We also should investigate the performance of the coroutine-based descendant axis (which prefetches right siblings during down-traversal in preorder).
A JFR recording with async profiler (IntelliJ Ultimate) inserting the chicago file 5 times in a row (agent options: event=cpu,alloc,lock,cache-misses,interval=1ms,jfrsync=profile
)
A sweet spot seems to be to flush a new revision to disk every 262_144 << 3
nodes. Currently we're approx on average at 2:35min for the import with a path summary with several runs.
With wall clock time enabled (compression seems to be a huge factor): JsonShredderTest_testChicago_2023_01_03_170949.html.tar.gz
We currently face a memory leak...
Hello, @JohannesLichtenberger I would like to help. Is the issue still as the title describes or the performance has been fixed and now the memory leak is the issue?
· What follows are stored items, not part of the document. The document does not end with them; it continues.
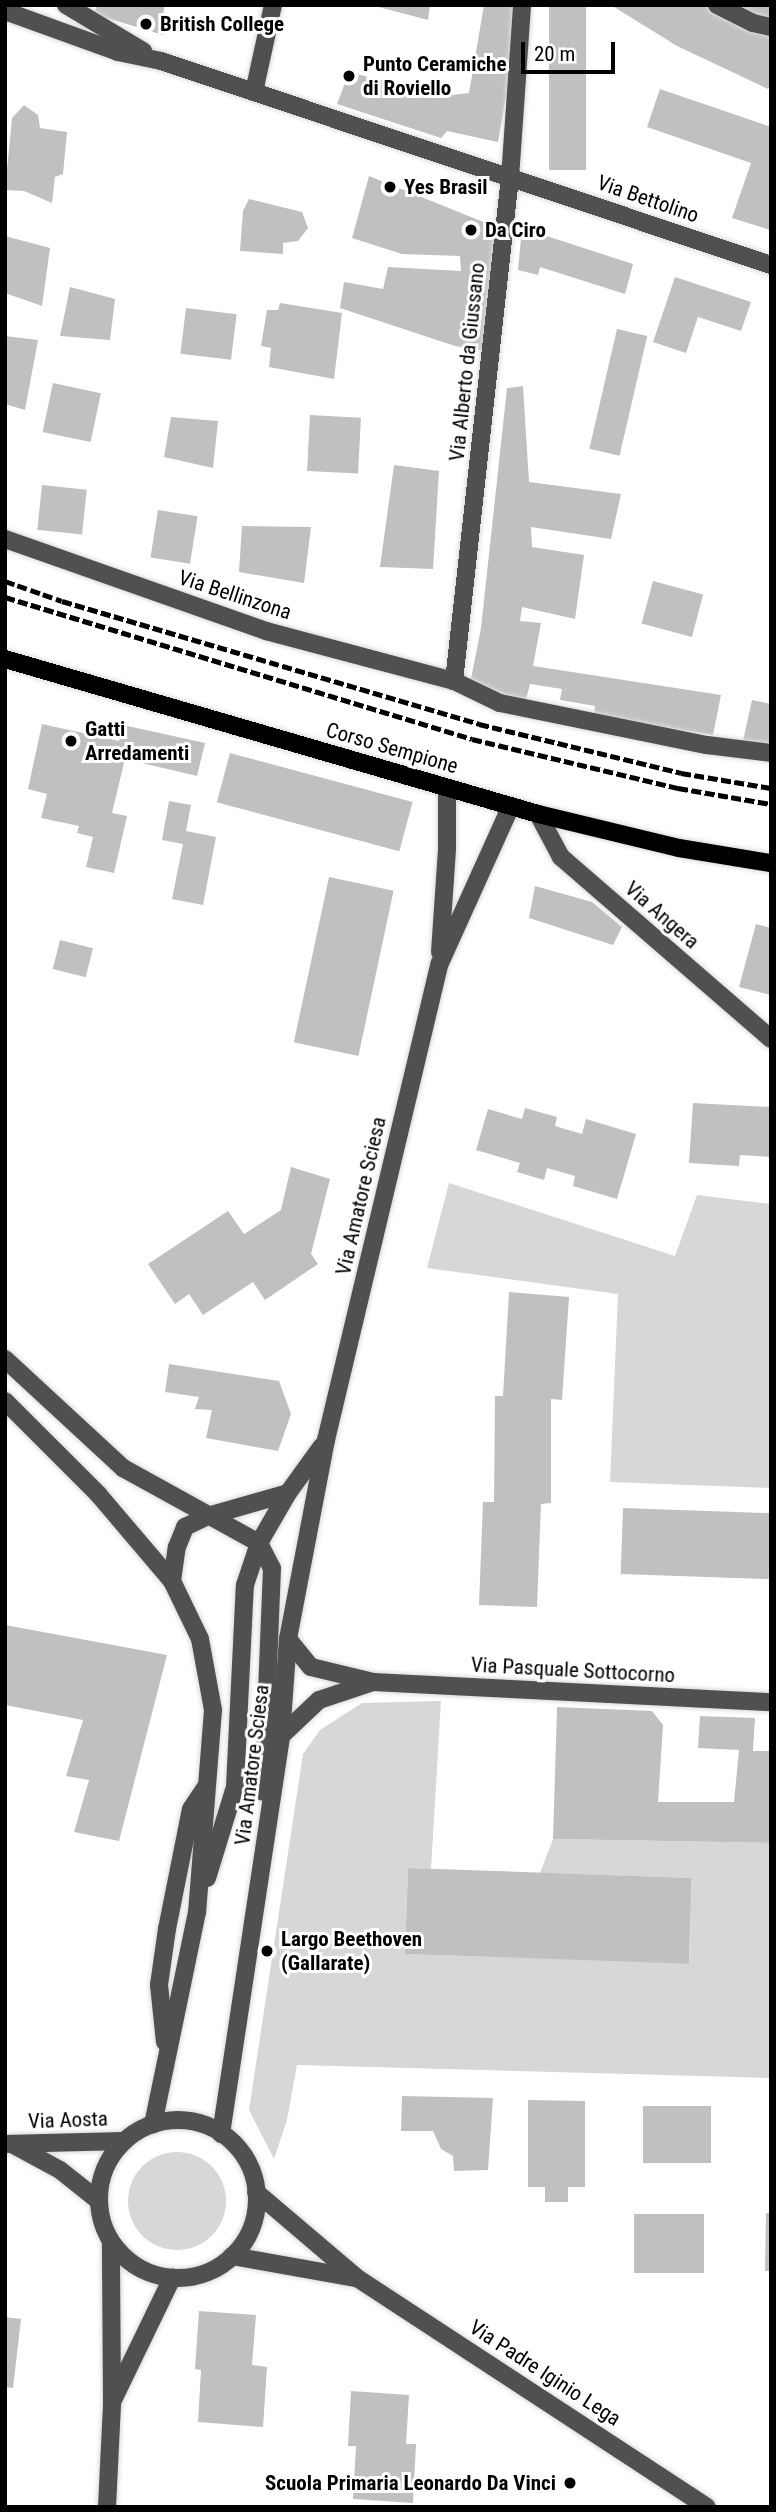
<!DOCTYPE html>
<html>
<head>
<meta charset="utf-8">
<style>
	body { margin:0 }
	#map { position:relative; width:776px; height:2512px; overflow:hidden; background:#fff; font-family:"Roboto Condensed",sans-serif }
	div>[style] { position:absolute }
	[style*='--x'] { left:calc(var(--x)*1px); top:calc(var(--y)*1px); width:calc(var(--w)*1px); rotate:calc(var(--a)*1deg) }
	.green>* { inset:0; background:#d7d7d7 }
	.round { border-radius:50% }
	.building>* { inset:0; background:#c0c0c0; transform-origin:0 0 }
	.roads { filter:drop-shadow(0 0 2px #dbdbdb) drop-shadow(0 0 2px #dbdbdb) }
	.minor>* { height:18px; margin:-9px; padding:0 9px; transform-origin:9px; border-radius:9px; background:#505050 }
	.minor>.ring { margin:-9px; padding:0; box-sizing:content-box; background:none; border:18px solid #505050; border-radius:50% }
	.major>* { height:18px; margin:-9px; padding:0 9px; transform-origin:9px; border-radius:9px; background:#000 }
	.rail>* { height:5px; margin-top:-2.5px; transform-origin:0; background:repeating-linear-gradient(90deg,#000 0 10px,transparent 0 13.5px) }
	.dots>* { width:19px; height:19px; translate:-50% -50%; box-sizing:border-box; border:4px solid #fff; border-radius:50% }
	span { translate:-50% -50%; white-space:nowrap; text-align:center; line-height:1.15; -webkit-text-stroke:6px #fff; paint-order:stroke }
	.poi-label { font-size:21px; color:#000; font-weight:700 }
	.left { translate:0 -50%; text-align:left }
	.right { translate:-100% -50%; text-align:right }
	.street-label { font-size:21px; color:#000 }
	.frame { position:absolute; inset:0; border:7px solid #000; pointer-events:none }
	.scale { position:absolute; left:521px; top:42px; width:94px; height:32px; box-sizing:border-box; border:4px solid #000; border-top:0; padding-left:9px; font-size:21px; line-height:24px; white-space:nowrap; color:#000; -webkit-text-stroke:5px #fff; paint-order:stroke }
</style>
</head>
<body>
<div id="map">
	<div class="green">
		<i style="clip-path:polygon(449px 1183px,675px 1256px,697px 1195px,771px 1204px,771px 1488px,610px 1482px,618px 1294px,427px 1268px)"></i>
		<i style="clip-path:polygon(441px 1701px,431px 1869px,408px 1868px,405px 1954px,689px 1963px,692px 1878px,540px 1873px,553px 1839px,771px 1843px,771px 2078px,297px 2065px,287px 2120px,274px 2159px,249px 2110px,303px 1754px,320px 1730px,362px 1703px)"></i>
		<i class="round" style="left:128px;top:2152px;width:98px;height:98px"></i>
	</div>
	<div class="building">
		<i style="clip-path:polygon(97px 5px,164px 5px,163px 35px,94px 14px)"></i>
		<i style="clip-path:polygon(371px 5px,430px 5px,428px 20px)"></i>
		<i style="clip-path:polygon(484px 5px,517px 5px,513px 58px,498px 142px,447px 131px,441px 138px,337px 104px,349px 72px,444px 96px,469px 93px)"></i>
		<i style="left:549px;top:5px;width:37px;height:165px"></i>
		<i style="clip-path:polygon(611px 5px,705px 5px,771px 34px,771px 84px,768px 89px,677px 46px)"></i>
		<i style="clip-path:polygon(732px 5px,771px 5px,771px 25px)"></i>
		<i style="clip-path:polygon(660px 89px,771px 127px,770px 230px,732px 218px,751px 163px,647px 127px)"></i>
		<i style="clip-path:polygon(24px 105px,38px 115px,40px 128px,67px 132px,63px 174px,55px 177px,52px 203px,24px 191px,5px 190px,12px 118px)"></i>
		<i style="clip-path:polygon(369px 176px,501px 229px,491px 352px,455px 346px,340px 308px,344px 282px,383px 289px,388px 267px,461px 271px,460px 256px,402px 254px,352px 238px)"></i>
		<i style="clip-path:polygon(249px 199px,302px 212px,308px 228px,298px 241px,283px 243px,283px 254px,240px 251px,243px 211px)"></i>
		<i style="clip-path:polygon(522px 228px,633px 264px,625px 294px,540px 267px,538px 275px,518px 270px)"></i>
		<i style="clip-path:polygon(5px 236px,50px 248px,42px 306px,5px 293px)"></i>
		<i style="clip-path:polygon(675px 277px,751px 302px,741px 331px,698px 317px,686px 353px,653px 342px)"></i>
		<i style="clip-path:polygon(70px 287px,115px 299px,110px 340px,60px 336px)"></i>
		<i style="clip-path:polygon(280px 303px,342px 313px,334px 379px,269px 367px,271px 348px,261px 346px,267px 310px,278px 310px)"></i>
		<i style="left:186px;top:308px;width:51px;height:46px;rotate:7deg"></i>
		<i style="left:617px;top:329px;width:31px;height:123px;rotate:13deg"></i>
		<i style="clip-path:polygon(5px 336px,38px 340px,25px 410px,5px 404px)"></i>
		<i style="left:53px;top:383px;width:49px;height:50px;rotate:12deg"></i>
		<i style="clip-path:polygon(523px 386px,529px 482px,621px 494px,611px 539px,531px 527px,532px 547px,584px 555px,575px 619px,522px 607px,520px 621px,541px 623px,533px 666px,721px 695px,713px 735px,594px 716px,595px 706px,560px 700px,562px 689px,530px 684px,526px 700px,470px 684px,481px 628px,507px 388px)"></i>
		<i style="left:310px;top:415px;width:51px;height:56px;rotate:3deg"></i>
		<i style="clip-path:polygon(171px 417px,218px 421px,213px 468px,164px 457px)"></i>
		<i style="clip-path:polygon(394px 465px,439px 471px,433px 569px,380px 567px)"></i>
		<i style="left:42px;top:485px;width:45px;height:45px;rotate:6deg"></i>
		<i style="left:158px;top:510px;width:40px;height:48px;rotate:9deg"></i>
		<i style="clip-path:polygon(242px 526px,311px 527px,304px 583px,239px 572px)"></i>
		<i style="left:653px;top:581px;width:52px;height:44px;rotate:15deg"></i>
		<i style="clip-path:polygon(752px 700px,771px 704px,771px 745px,743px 741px)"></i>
		<i style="clip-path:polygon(42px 724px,119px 741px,123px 725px,205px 743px,197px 776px,125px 759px,112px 813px,127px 816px,114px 873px,86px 867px,93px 837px,77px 833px,79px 826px,41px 818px,47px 794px,28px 789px)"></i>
		<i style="left:230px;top:753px;width:189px;height:51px;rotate:15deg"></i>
		<i style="clip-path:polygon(169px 801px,191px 805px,186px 831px,216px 837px,203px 905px,172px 899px,183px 844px,162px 840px)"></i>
		<i style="left:329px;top:877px;width:66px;height:169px;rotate:12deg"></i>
		<i style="clip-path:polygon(535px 886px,592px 902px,622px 927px,613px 945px,529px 918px)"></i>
		<i style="clip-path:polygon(756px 924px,771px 928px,771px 995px,739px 987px)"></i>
		<i style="left:60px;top:940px;width:34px;height:30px;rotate:14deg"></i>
		<i style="clip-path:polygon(693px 1103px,771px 1107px,771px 1157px,740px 1155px,739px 1166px,689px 1163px)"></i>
		<i style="clip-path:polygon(525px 1108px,557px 1117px,555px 1126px,582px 1134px,586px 1119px,636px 1134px,617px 1199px,573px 1186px,575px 1176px,547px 1168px,544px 1180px,517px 1172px,520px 1163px,476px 1150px,488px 1109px,522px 1119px)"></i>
		<i style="clip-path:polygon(291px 1167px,330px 1179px,311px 1254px,318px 1264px,265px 1300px,253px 1282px,203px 1315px,189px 1294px,175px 1304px,148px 1264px,228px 1211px,244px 1234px,281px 1210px)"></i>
		<i style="clip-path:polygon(509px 1292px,569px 1297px,562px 1400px,551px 1399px,551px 1503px,541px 1504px,537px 1607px,479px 1605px,483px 1502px,494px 1502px,495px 1396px,503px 1396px)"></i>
		<i style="clip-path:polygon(169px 1364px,279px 1381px,291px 1414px,278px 1451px,206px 1438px,212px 1410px,195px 1409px,199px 1397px,165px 1392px)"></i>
		<i style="left:623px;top:1508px;width:148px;height:66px;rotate:2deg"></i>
		<i style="clip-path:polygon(5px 1625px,167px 1655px,119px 1841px,74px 1832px,89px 1780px,66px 1776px,83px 1720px,5px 1705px)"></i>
		<i style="clip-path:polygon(557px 1707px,652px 1711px,663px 1725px,658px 1802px,734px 1802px,739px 1750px,698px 1748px,700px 1716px,755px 1718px,753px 1751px,771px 1751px,771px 1843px,553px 1839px)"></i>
		<i style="left:408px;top:1868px;width:284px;height:86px;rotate:2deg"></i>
		<i style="clip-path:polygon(402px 2096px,493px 2098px,488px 2170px,454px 2171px,453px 2156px,441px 2149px,433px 2131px,401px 2131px)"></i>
		<i style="clip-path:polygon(528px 2100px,585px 2101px,585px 2187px,568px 2187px,568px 2202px,545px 2202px,545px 2187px,528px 2187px)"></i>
		<i style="left:643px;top:2106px;width:68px;height:57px"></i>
		<i style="clip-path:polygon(766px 2213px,771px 2213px,771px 2271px,765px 2271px)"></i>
		<i style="left:634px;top:2214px;width:70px;height:59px"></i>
		<i style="clip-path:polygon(199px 2311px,256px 2315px,252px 2365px,267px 2367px,263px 2427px,198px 2422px,201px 2370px,195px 2369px)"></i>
		<i style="clip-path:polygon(5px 2317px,21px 2319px,13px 2388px,5px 2387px)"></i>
		<i style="clip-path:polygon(351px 2391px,409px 2395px,406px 2444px,416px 2444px,413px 2503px,353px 2499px,356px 2446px,348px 2446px)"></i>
	</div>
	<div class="roads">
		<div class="minor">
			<i style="--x:66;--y:5;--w:90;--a:30.9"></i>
			<i style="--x:717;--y:5;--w:40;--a:26.6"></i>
			<i style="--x:753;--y:23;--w:18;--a:13"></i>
			<i style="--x:5;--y:11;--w:120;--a:19.9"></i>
			<i style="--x:118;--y:52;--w:44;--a:11.8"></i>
			<i style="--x:161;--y:61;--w:643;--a:18.49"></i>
			<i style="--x:254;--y:92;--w:89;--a:-77.7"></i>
			<i style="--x:5;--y:539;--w:277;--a:19.4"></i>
			<i style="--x:266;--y:631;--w:195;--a:14.9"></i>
			<i style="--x:454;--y:681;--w:51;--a:25.6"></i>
			<i style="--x:500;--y:703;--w:211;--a:11.5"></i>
			<i style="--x:707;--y:745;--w:64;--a:7.1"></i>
			<i style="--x:454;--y:681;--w:506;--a:-83.65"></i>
			<i style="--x:510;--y:178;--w:173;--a:-86"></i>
			<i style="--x:538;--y:814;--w:49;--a:61.9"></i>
			<i style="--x:561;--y:857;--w:278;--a:40.9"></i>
			<i style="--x:440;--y:952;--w:104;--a:-86.1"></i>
			<i style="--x:447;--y:848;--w:60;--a:-90"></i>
			<i style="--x:5;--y:1359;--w:161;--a:42.7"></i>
			<i style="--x:123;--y:1468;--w:155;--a:28.9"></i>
			<i style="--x:259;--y:1543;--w:28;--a:63"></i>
			<i style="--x:272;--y:1568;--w:224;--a:92.3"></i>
			<i style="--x:5;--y:1401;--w:132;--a:45"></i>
			<i style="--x:98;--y:1494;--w:114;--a:49.6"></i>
			<i style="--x:172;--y:1581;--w:64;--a:64.2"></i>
			<i style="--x:200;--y:1639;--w:72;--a:79.6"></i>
			<i style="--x:213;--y:1710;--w:203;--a:94.5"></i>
			<i style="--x:197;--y:1912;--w:217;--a:101.7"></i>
			<i style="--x:172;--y:1581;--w:34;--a:-82"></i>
			<i style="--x:177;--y:1547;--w:22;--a:-68"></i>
			<i style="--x:185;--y:1527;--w:25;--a:-26"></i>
			<i style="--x:208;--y:1516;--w:83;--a:-16"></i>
			<i style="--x:288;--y:1639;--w:36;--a:51"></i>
			<i style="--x:311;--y:1667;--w:64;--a:13.6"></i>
			<i style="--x:373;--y:1682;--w:399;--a:2.9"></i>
			<i style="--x:281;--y:1736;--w:52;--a:-43.5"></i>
			<i style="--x:319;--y:1700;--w:57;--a:-18.4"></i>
			<i style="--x:207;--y:1878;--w:95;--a:-72.9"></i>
			<i style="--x:235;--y:1787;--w:202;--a:-87.2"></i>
			<i style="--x:245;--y:1585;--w:44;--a:-71.6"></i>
			<i style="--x:259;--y:1543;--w:58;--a:-59.9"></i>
			<i style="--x:288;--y:1493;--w:58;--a:-54.1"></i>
			<i style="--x:165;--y:2042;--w:57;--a:-96"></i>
			<i style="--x:159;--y:1985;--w:57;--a:-81.9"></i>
			<i style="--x:167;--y:1929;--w:122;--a:-78.7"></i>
			<i style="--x:191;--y:1809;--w:27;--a:-56"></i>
			<i class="ring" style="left:99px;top:2120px;width:140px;height:140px"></i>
			<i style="--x:221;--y:2134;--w:402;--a:-81.4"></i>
			<i style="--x:281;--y:1736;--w:97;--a:-85.9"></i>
			<i style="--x:288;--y:1639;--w:203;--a:-79.2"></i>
			<i style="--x:326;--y:1440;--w:490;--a:-76.6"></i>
			<i style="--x:440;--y:963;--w:172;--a:-65.7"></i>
			<i style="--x:5;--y:2144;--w:119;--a:-1.4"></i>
			<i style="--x:14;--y:2145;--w:52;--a:28.5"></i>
			<i style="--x:60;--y:2170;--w:50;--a:38.5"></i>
			<i style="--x:256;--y:2192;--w:133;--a:40.4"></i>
			<i style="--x:357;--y:2278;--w:418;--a:33.2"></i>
			<i style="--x:232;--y:2256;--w:126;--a:10.1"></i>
			<i style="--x:113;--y:2400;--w:136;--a:-64.2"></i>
			<i style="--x:107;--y:2507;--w:104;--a:-87.2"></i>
			<i style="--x:112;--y:2403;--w:160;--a:-90.4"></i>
		</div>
		<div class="major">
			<i style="--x:5;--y:659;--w:555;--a:16.21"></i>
			<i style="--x:538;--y:814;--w:145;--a:13.6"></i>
			<i style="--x:679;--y:848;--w:93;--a:9.3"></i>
		</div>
	</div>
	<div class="rail">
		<i style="--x:5;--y:581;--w:60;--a:19.3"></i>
		<i style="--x:62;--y:601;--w:435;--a:16.4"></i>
		<i style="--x:479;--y:724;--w:208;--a:13.6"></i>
		<i style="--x:681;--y:773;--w:91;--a:9.5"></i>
		<i style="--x:5;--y:597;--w:488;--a:16.9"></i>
		<i style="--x:472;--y:739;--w:212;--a:13.4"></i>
		<i style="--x:678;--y:788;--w:94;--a:9.8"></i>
	</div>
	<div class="dots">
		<i style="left:146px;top:24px;background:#000"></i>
		<i style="left:349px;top:76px;background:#000"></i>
		<i style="left:390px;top:187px;background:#000"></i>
		<i style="left:471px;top:230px;background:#000"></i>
		<i style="left:71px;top:741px;background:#000"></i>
		<i style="left:267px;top:1951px;background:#000"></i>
		<i style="left:570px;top:2483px;background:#000"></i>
	</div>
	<div class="poi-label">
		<span class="left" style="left:160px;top:24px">British College</span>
		<span class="left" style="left:363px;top:76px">Punto Ceramiche<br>di Roviello</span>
		<span class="left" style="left:404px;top:187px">Yes Brasil</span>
		<span class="left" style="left:485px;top:230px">Da Ciro</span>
		<span class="left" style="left:85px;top:741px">Gatti<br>Arredamenti</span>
		<span class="left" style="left:281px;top:1951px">Largo Beethoven<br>(Gallarate)</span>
		<span class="right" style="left:556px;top:2483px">Scuola Primaria Leonardo Da Vinci</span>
	</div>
	<div class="street-label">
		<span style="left:648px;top:199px;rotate:19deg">Via Bettolino</span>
		<span style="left:467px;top:362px;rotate:-84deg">Via Alberto da Giussano</span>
		<span style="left:235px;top:595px;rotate:18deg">Via Bellinzona</span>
		<span style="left:392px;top:748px;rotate:16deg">Corso Sempione</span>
		<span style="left:662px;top:915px;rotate:41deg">Via Angera</span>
		<span style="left:361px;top:1196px;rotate:-77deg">Via Amatore Sciesa</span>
		<span style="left:573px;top:1670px;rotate:3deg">Via Pasquale Sottocorno</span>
		<span style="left:252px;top:1765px;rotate:-83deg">Via Amatore Sciesa</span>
		<span style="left:68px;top:2120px;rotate:-2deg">Via Aosta</span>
		<span style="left:545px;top:2373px;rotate:33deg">Via Padre Iginio Lega</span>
	</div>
	<div class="frame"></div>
	<div class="scale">20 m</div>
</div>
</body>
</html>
I think the main issue was, that the page cache max sizes were too high and thus allocation rate of objects was higher than GC could cleanup. Especially with ZGC as it's not generational yet I've had bad pause times somehow... Shenandoah was better, but also not generational yet.
What's strange is that the io uring implementation is slower than the FileChannel based version. Maybe the event loop is an issue somehow...
@Kiriakos1998, do you like to work on this?
https://github.com/sirixdb/sirix/issues/536
Also, this might be interesting: https://github.com/sirixdb/sirix/issues/609
We'd also need JMH tests to better measure performance regarding JSON data... (import/traverse/query)...
Sure I can take a look.
@Kiriakos1998 did you already have had some time to look into the issue(s)?
@Kiriakos1998 did you already have had some time to look into the issue(s)?
Yes, however although I managed to find the index of the iteration(3 or 4) that skyrockets execution time, I was not able to find the exact line of code which is a little bit strange. I can provide with more details if it's needed.
@JohannesLichtenberger To be more specific. As I already mentioned one iteration skyrockets the execution time meaning that the specific iteration is responsible for more than 95% of execution time but when trying to isolate the execution time of each code line in the loop none of them reports any significant execution time.
Maybe it's when reading from the producer / channel kicks in!?
@Kiriakos1998 would you also like to have a look regarding the io_uring backend?
@Kiriakos1998 would you also like to have a look regarding the io_uring backend?
Sure. Regarding this I need a Linux environment correct?
Yes, correct. Then you can try to run JsonShredder::testChicago
for instance and you need the 3,8 Gb test file and copy it into the right place in src/test/resources/json I think
You may then use a debugger. For IntelliJ there's a plugin from Johannes Bechberger. If you like to keep on working on SirixDB I think I have one or two licenses left for IntelliJ Ultimate and the other stuff from JetBrains (but should be only used for SirixDB/Brackit as we got the licenses for free).
I have Intellij Ultimate but I think it will be hard for me to work on this issue. I can create a virtual machine for Linux environment ( my pc has windows) but I think I won't be able to install Intellij there. At least the ultimate version. Do you think it's absolutely necessary to investigate this issue?
I may take a look myself again next week :)
Write speed is only about 10MB/sec, which is rather low and doesn't saturate modern SSDs at all (not even HDDs) and SirixDB should be designed to take advantage of modern flash drive characteristics.